**Required work:** Gather all lines in the entries that include the word "Brittle".
==== The records ====
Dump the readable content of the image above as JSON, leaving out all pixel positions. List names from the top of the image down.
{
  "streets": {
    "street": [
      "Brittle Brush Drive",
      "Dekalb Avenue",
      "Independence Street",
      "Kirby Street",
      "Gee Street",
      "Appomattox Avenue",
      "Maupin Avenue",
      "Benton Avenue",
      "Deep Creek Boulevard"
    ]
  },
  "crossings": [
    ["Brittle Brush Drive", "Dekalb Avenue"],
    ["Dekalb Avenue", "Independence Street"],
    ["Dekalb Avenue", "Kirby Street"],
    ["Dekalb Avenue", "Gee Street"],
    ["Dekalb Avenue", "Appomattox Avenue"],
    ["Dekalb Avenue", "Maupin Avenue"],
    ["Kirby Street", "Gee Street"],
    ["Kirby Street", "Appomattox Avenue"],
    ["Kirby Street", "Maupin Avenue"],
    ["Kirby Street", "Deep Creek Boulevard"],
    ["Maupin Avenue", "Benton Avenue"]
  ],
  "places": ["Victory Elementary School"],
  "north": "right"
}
====
**Written reply:**
      "Brittle Brush Drive",
    ["Brittle Brush Drive", "Dekalb Avenue"],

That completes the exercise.